By Keiko Hiromi
Charlestown High School was one of hundreds of Boston Public Schools (BPS) that closed on March 16 for a prolonged period that could last into April.
This week, as students reported to school on Monday, some educators were concerned about the supplies they needed, but didn’t have.
On March 16, it was a last day for the students to collect items they needed for the unexpected break.
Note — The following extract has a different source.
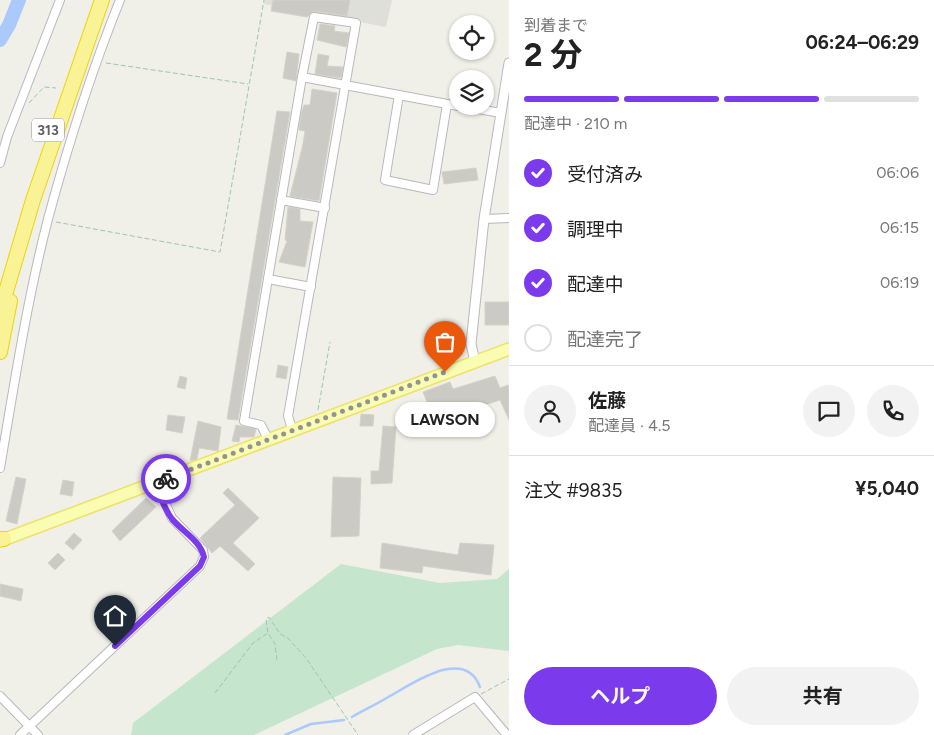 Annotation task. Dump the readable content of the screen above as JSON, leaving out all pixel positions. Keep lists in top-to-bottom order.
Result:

As students filed into the school and then left later that day for the last time in a while, teacher Alicia Mooltrey said she was worried about how things ended.
“Last week, teachers were stressed because the district had not delivered any hand sanitizer, or disinfectant wipes to our school, and trying to find those supplies in stores was a challenge,” she said.
Panic-buying left many shelves empty of hygiene/cleaning products at stores throughout the United States and Greater Boston, and caused shortages of such protective kits for Coronavirus.
Fearing for not only the health of her students, but also herself, she had been scrambling to provide hygiene products for her classroom.
“Thankfully we (teachers) all shared what we had with each other to make things work,” she said.
Boston Mayor Martin Walsh announced BPS was closing Friday night, March 13. Not many of her students came to school on Monday, March 16, Mooltrey said.
“I wish we would’ve known last week that there wouldn’t be school, so that we could have had more time to plan, but we are doing our best to keep students engaged by putting work on Google classroom and passing out Chromebooks for students who need them.”
By press time this week, that effort to get online for the thousands of BPS students was still underway.